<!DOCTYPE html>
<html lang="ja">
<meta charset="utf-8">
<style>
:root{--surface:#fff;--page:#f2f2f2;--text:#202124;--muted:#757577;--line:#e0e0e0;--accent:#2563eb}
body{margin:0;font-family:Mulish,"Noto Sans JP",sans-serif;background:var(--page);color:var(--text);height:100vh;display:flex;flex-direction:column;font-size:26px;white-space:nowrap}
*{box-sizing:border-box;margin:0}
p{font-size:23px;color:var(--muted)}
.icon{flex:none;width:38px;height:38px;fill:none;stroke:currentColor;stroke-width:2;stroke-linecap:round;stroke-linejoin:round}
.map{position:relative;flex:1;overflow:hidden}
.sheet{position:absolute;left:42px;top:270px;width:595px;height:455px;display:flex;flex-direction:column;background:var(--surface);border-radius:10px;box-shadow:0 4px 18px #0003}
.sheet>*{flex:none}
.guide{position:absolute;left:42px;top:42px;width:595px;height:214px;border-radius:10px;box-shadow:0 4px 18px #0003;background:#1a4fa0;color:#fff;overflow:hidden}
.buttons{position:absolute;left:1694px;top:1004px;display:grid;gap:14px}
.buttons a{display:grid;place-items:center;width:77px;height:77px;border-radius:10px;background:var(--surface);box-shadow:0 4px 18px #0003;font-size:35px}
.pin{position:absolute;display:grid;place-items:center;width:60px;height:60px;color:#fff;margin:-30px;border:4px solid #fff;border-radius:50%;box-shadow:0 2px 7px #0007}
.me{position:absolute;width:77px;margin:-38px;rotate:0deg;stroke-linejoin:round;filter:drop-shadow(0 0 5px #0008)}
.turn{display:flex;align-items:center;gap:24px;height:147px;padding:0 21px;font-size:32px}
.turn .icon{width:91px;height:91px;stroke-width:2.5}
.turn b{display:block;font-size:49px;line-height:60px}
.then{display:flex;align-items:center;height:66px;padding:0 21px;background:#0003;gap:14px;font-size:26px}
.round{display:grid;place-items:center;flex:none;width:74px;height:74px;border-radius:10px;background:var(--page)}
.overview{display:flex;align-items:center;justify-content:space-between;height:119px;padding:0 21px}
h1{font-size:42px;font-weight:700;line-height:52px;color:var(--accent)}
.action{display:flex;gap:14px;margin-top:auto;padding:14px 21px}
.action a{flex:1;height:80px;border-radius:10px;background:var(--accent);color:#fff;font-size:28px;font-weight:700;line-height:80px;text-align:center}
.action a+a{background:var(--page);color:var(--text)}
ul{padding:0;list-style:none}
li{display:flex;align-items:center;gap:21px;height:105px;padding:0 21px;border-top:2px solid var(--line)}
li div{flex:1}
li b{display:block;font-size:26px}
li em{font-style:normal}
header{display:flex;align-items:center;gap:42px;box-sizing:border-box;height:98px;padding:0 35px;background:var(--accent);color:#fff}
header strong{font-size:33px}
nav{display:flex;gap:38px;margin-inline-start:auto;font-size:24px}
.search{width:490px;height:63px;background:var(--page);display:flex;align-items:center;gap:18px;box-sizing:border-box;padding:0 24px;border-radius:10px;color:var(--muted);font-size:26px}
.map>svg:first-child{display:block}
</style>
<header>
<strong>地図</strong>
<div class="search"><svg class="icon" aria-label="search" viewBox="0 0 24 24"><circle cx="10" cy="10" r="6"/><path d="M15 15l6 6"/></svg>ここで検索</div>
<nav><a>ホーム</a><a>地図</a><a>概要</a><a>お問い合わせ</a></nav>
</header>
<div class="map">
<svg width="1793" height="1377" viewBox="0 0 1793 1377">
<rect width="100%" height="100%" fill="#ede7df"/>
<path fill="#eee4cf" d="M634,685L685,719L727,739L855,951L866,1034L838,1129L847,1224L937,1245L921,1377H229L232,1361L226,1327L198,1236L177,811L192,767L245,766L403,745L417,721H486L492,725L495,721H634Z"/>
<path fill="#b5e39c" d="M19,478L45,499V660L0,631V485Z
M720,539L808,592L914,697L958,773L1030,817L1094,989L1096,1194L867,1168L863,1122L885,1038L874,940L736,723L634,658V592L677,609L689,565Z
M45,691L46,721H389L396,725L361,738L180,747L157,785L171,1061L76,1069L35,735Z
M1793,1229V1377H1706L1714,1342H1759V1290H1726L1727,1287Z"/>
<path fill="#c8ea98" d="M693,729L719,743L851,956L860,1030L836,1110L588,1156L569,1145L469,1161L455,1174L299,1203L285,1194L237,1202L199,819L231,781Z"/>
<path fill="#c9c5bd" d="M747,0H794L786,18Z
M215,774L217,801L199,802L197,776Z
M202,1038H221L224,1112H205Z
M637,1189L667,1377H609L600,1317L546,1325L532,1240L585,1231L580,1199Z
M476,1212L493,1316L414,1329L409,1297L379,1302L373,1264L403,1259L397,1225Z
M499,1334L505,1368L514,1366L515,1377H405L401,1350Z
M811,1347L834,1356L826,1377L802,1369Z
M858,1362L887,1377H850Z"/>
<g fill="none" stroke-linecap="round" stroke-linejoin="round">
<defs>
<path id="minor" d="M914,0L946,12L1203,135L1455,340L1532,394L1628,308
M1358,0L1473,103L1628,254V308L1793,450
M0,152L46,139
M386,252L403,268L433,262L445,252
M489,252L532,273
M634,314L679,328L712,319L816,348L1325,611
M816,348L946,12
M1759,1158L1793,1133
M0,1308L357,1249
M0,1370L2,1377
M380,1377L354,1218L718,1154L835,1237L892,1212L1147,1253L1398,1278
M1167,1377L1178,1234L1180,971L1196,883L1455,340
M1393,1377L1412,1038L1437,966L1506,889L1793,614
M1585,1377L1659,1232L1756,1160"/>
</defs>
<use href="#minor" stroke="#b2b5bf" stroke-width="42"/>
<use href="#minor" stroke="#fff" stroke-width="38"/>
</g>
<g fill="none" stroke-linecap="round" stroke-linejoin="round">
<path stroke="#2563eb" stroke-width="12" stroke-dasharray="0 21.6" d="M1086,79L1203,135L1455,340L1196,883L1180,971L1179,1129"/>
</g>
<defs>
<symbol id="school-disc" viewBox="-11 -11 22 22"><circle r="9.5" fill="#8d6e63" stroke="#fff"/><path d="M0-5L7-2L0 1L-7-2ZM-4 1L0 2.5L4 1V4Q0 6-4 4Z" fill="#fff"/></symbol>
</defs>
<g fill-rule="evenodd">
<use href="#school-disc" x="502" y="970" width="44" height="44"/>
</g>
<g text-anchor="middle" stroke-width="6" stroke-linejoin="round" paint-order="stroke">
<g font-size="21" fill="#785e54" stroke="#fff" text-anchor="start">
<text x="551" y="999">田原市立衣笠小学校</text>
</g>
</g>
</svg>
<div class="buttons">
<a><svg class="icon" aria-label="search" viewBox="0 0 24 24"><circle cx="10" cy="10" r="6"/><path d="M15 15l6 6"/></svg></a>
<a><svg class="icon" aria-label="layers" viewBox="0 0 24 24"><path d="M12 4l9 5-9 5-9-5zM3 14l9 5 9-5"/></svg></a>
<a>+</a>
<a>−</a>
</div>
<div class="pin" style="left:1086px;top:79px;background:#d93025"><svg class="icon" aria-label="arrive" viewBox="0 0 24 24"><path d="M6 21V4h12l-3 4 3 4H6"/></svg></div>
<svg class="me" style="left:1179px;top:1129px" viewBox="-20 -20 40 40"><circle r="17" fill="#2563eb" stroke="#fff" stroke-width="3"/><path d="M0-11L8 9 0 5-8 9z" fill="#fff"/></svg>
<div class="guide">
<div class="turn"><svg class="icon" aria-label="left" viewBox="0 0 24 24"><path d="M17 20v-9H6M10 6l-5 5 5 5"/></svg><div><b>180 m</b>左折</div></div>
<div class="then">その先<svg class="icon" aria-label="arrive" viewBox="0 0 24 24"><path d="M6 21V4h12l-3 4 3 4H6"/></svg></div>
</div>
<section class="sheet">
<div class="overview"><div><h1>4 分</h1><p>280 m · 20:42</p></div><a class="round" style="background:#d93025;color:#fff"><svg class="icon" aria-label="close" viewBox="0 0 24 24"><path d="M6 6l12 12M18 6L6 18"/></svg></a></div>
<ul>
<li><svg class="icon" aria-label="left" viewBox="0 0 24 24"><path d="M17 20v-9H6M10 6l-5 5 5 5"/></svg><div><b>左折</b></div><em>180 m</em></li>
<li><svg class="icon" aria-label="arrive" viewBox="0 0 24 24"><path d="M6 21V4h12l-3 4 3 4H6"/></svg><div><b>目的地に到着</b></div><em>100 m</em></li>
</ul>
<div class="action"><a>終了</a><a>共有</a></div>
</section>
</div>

________________________________________

§ Problem requirements
The word to look for is "absolute"; copy out every line of the entries that holds it.

§ Result
.sheet{position:absolute;left:42px;top:270px;width:595px;height:455px;display:flex;flex-direction:column;background:var(--surface);border-radius:10px;box-shadow:0 4px 18px #0003}
.guide{position:absolute;left:42px;top:42px;width:595px;height:214px;border-radius:10px;box-shadow:0 4px 18px #0003;background:#1a4fa0;color:#fff;overflow:hidden}
.buttons{position:absolute;left:1694px;top:1004px;display:grid;gap:14px}
.pin{position:absolute;display:grid;place-items:center;width:60px;height:60px;color:#fff;margin:-30px;border:4px solid #fff;border-radius:50%;box-shadow:0 2px 7px #0007}
.me{position:absolute;width:77px;margin:-38px;rotate:0deg;stroke-linejoin:round;filter:drop-shadow(0 0 5px #0008)}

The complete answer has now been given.